There are important limitations to the present study. Because RNA was not isolated from individual tissues it is not possible to determine which specific tissue (cartilage, bone, meniscus, ligament, synovium) contributed to the changes in gene expression. Also, if a gene is expressed in a single tissue, pooling of tissues will reduce the signal to a lower level than what would have been observed in the individual tissue. That is the likely explanation for the overall lower levels of gene expression observed in the present study when compared to work using a single tissue. Based on the immunostaining for type III collagen, fibromodulin, and Prelp, as well as immunostaining for IL-33, periostin, and CCL21 reported in our previous study 
, it appears that multiple joint tissues can be responsible for changes in gene expression consistent with the joint operating as an organ rather than as individual tissues. Therapeutic interventions for OA which target key processes occurring in multiple joint tissues rather than a single tissue should be more effective than those targeting a single tissue. Another limitation is that the DMM model may or may not reflect human OA disease pathogenesis. Certainly the histologic features in cartilage and bone are similar, but in human OA there may be more disease activity in the synovium than in the DMM model. Finally, we studied gene expression, and not protein production, and these do not always correlate. Immunohistochemical studies to assess changes at the protein level are not sensitive enough to detect differences noted at the level of gene expression, unless either the differences in expression are marked, or the protein being examined is only detected in diseased tissue and not in normal tissue.

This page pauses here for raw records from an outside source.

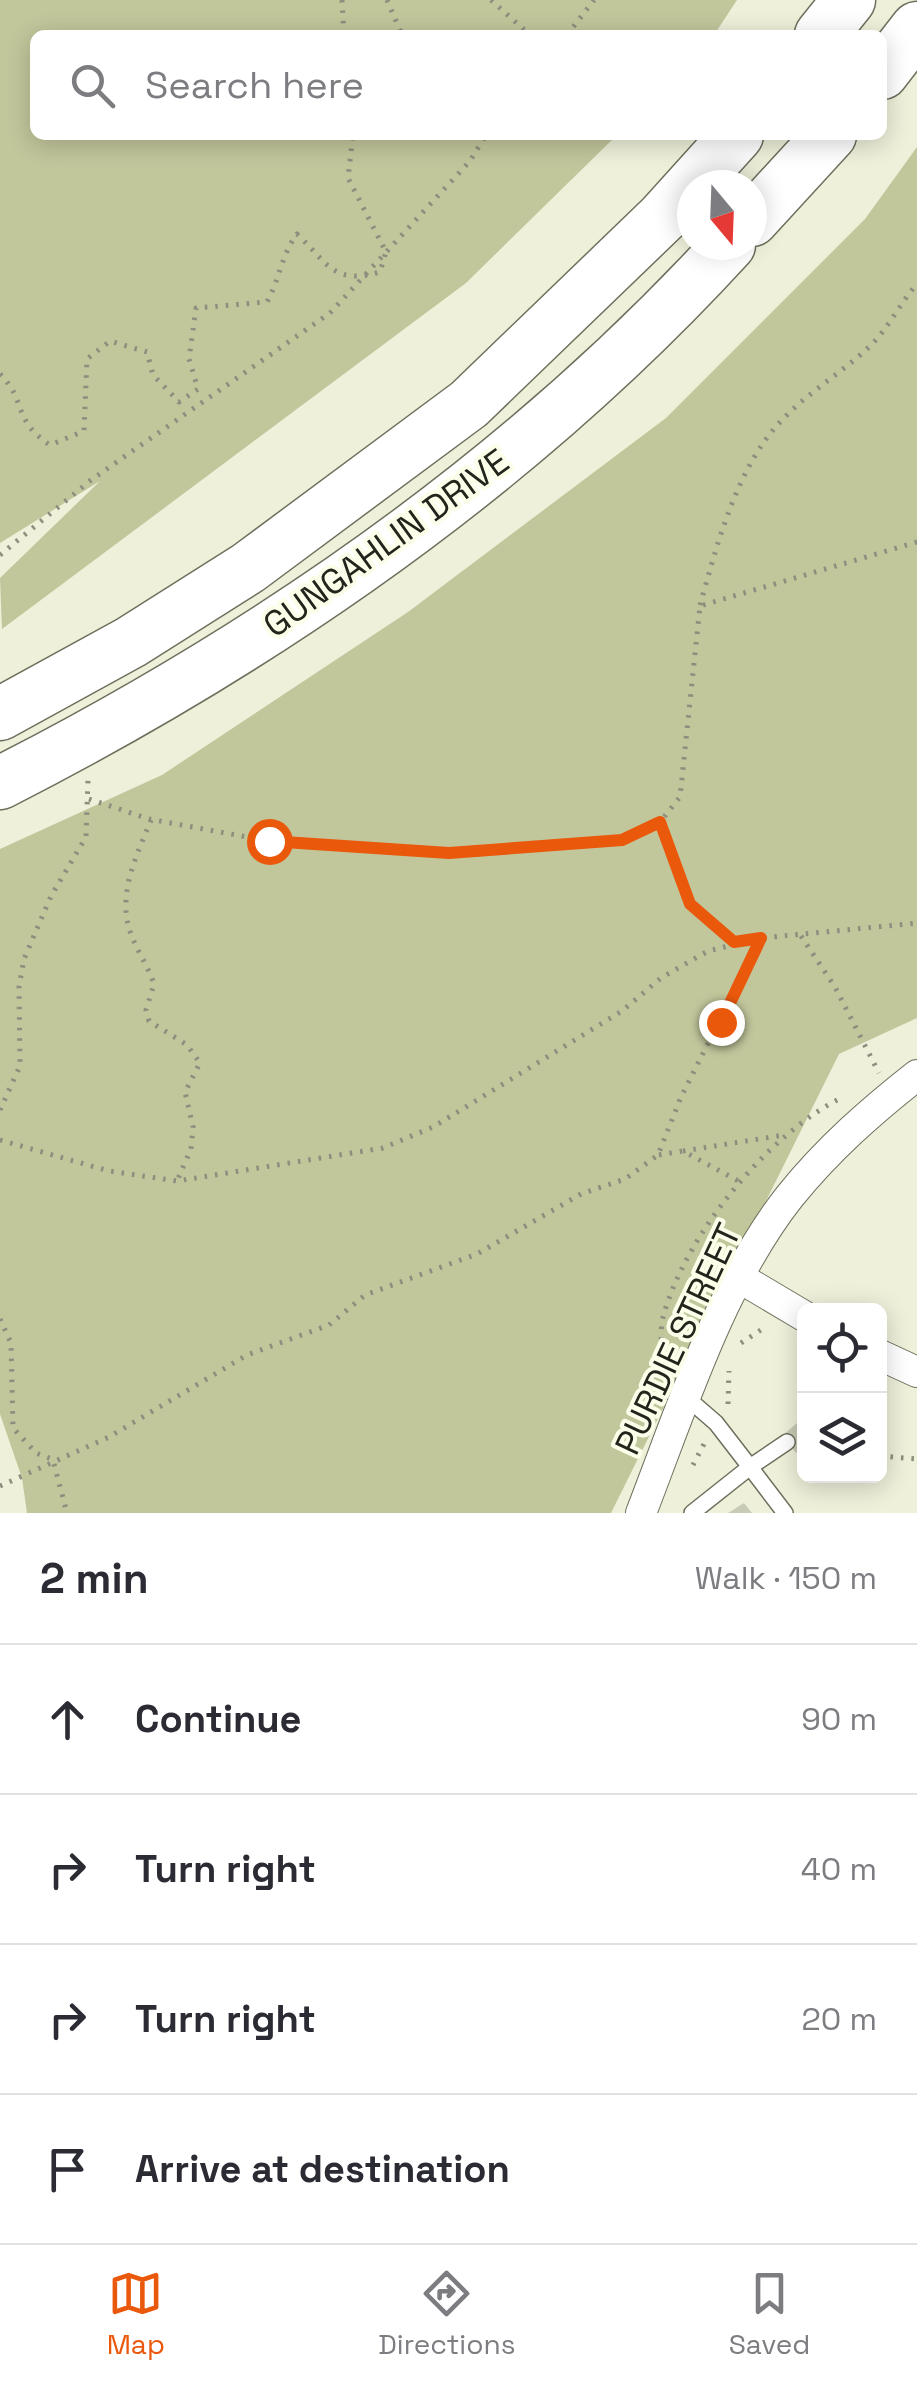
<!DOCTYPE html>
<meta charset="utf-8">
<style>
:root{--surface:#fff;--page:#f7f7f7;--text:#2b2b33;--muted:#7c7c81;--line:#e1e1e2;--accent:#ea580c}
body{margin:0;font-family:"Space Grotesk",sans-serif;background:var(--page);color:var(--text)}
.controls{position:absolute;right:30px;bottom:30px;display:grid;overflow:hidden;border-radius:15px;box-shadow:0 5px 25px #0003}
.controls button{width:90px;height:90px;display:grid;place-items:center;padding:0;border:0;border-bottom:2px solid var(--line);background:var(--surface);color:var(--text);font:50px sans-serif}
.compass{position:absolute;left:677px;top:170px;width:90px;height:90px;border-radius:50%;background:var(--surface);box-shadow:0 5px 25px #0003;rotate:161deg}
.stop{position:absolute;width:30px;height:30px;margin:-22px;border:8px solid #ea580c;border-radius:50%;background:#fff}
.stop.end{background:#ea580c;border-color:#fff;box-shadow:0 2px 10px #0008}
.list{margin:0;padding:0;list-style:none}
h2{display:flex;justify-content:space-between;align-items:center;height:130px;margin:0;padding:0 40px;font-size:42px}
h2 small{font-size:32px;font-weight:400;color:var(--muted)}
.list li{display:grid;grid-template-columns:65px 1fr auto;gap:30px;align-items:center;box-sizing:border-box;height:150px;padding:0 40px;border-top:2px solid var(--line)}
.list b{display:block;font-size:38px;white-space:nowrap}
.list em{font-size:32px;font-style:normal;color:var(--muted)}
.icon{flex:none;width:55px;height:55px;fill:none;stroke:currentColor;stroke-width:2;stroke-linecap:round;stroke-linejoin:round}
.map{position:relative;flex:none;width:917px;height:1513px;overflow:hidden}
.search{position:absolute;background:var(--surface);box-shadow:0 5px 25px #0003;left:30px;right:30px;top:30px;height:110px;display:flex;align-items:center;gap:25px;box-sizing:border-box;padding:0 35px;border-radius:15px;color:var(--muted);font-size:38px}
.sheet{height:730px;background:var(--surface)}
nav{display:flex;justify-content:space-around;align-items:center;box-sizing:border-box;height:140px;border-top:2px solid var(--line);background:var(--surface);font-size:28px;color:var(--muted)}
nav a{display:grid;justify-items:center;gap:5px}
nav .on{color:var(--accent)}
.map>svg:first-child{display:block}
.green{fill:#c2c69b}
.building{fill:#c8cbb5}
.lines{fill:none;stroke-linecap:round;stroke-linejoin:round}
.service-casing{stroke:#6e705d;stroke-width:18}
.minor-casing{stroke:#6e705d;stroke-width:32}
.motorway-casing{stroke:#6e705d;stroke-width:55}
.path{stroke:#8c8e7e;stroke-width:5;stroke-dasharray:2.5 8;stroke-linecap:butt}
.service{stroke:#fff;stroke-width:15}
.minor{stroke:#fff;stroke-width:30}
.motorway{stroke:#fff;stroke-width:52}
.route{stroke:#ea580c;stroke-width:12}
.labels{text-anchor:middle;stroke-width:8;stroke-linejoin:round;paint-order:stroke}
.street-label{font-size:35px;fill:#23241c;stroke:#fbfee8}
</style>
<div class="map">
<svg width="917" height="1513" viewBox="0 0 917 1513">
<rect width="100%" height="100%" fill="#eef0da"/>
<!-- green -->
<path class="green" d="M0,0H737L714,35H35V135H617L466,283L2,629L0,578L100,481L0,543Z
M917,147V1018L839,1054L611,1513H27L22,1478L0,1414V849L162,775L408,612L666,418L865,219Z"/>
<!-- building -->
<path class="building" d="M804,1417V1447L796,1453L782,1436Z
M744,1503L752,1513H728Z"/>
<g class="lines">
<!-- service casing -->
<g class="service-casing">
<path id="service" d="M686,1397L716,1423L750,1467L692,1513
M785,1513L750,1467L787,1442"/>
</g>
<!-- minor casing -->
<g class="minor-casing">
<path id="minor" d="M740,1278L804,1316
M880,1355L917,1372
M641,1513C681,1410 721,1283 790,1196C828,1149 870,1112 917,1075"/>
</g>
<!-- motorway casing -->
<g class="motorway-casing">
<path id="motorway" d="M821,35L849,0
M882,73L917,28
M752,220L830,135
M0,714L131,642L248,568L469,404L663,217L737,135
M0,783C271,645 523,470 729,245"/>
</g>
<!-- path -->
<path class="path" d="M342,0L344,35
M387,0L402,35
M491,0L530,35
M567,35L594,0
M0,374C27,401 12,420 50,445L84,431L87,359L110,341L147,352L153,375L179,402L198,389L189,359L196,308L267,302C280,278 281,256 297,234C327,262 333,286 380,272L386,252L348,178L353,135
M0,555L91,480L330,313L470,161L486,135
M700,605C717,545 737,467 781,421C808,392 842,373 870,346C888,329 900,303 917,284
M89,799L149,819L269,841L449,853L622,840L660,822L680,797L700,606L917,542
M151,820C137,855 116,895 131,934C137,951 148,966 154,984L146,1010L149,1021L187,1045L200,1063L185,1092L193,1127L191,1149L177,1181
M660,822L690,904L734,943
M801,936L835,987L879,1073
M0,1110L20,1066L19,987L24,959L51,896L86,837L88,779
M0,1140L109,1171L177,1181L383,1148L433,1127L622,1011L661,978L708,951L761,938L917,923
M683,1151L784,1135
M659,1155L683,1151L742,1183
M0,1319L11,1343L13,1428L36,1453L57,1461
M741,1343L764,1328
M664,1371C663,1354 659,1333 663,1317C685,1236 767,1135 841,1098
M728,1404L729,1371
M880,1456L917,1459
M54,1464L67,1513
M693,1465L704,1444
M0,1486L109,1437L247,1355L329,1325L365,1295L477,1254L581,1194L625,1179L658,1155L681,1097L761,938"/>
<!-- service -->
<use href="#service" class="service"/>
<!-- minor -->
<use href="#minor" class="minor"/>
<!-- motorway -->
<use href="#motorway" class="motorway"/>
</g>
<g class="lines">
<!-- route -->
<path class="route" d="M269,841L449,853L622,840L660,822L690,904L734,942L761,938L721,1022"/>
</g>
<g class="labels">
<!-- street labels -->
<g class="street-label">
<text transform="translate(386 543) rotate(-36)" y="12">GUNGAHLIN DRIVE</text>
<text transform="translate(678 1339) rotate(-65)" y="12">PURDIE STREET</text>
</g>
</g>
</svg>
<div class="controls">
<button><svg class="icon" aria-label="locate" viewBox="0 0 24 24"><circle cx="12" cy="12" r="6"/><path d="M12 2v4M12 18v4M2 12h4M18 12h4"/></svg></button>
<button><svg class="icon" aria-label="layers" viewBox="0 0 24 24"><path d="M12 4l9 5-9 5-9-5zM3 14l9 5 9-5"/></svg></button>
</div>
<svg class="compass" viewBox="-18 -18 36 36"><path d="M0-13l5 13h-10z" fill="#e53935"/><path d="M0 13l5-13h-10z" fill="#7c7c81"/></svg>
<div class="stop" style="left:269px;top:841px"></div>
<div class="stop end" style="left:721px;top:1022px"></div>
<div class="search"><svg class="icon" aria-label="search" viewBox="0 0 24 24"><circle cx="10" cy="10" r="6"/><path d="M15 15l6 6"/></svg>Search here</div>
</div>
<section class="sheet">
<h2>2 min<small>Walk · 150 m</small></h2>
<ul class="list">
<li><svg class="icon" aria-label="ahead" viewBox="0 0 24 24"><path d="M12 20V5M6 11l6-6 6 6"/></svg><div><b>Continue</b></div><em>90 m</em></li>
<li><svg class="icon" aria-label="right" viewBox="0 0 24 24"><path d="M7 20v-9h11M14 6l5 5-5 5"/></svg><div><b>Turn right</b></div><em>40 m</em></li>
<li><svg class="icon" aria-label="right" viewBox="0 0 24 24"><path d="M7 20v-9h11M14 6l5 5-5 5"/></svg><div><b>Turn right</b></div><em>20 m</em></li>
<li><svg class="icon" aria-label="arrive" viewBox="0 0 24 24"><path d="M6 21V4h12l-3 4 3 4H6"/></svg><div><b>Arrive at destination</b></div></li>
</ul>
</section>
<nav>
<a class="on"><svg class="icon" aria-label="map" viewBox="0 0 24 24"><path d="M3 6l6-2 6 2 6-2v14l-6 2-6-2-6 2zM9 4v14M15 6v14"/></svg>Map</a>
<a><svg class="icon" aria-label="directions" viewBox="0 0 24 24"><path d="M12 3l9 9-9 9-9-9zM9 14v-3h6M13 9l2 2-2 2"/></svg>Directions</a>
<a><svg class="icon" aria-label="saved" viewBox="0 0 24 24"><path d="M7 4h10v16l-5-4-5 4z"/></svg>Saved</a>
</nav>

Further studies will be needed to determine the importance of these findings for human OA. An important implication of the results is that the degree of response to an intervention given during a phasic process will depend on the timing of the intervention. Pre-clinical studies using animal models most often start the intervention at the same time or just after the start of the OA process while in human trials participants are likely to be at various stages of the disease process when the intervention is initiated. Finding markers of various disease stages in OA could be used to direct targeted therapy to the proper phase of the disease when the target is most active.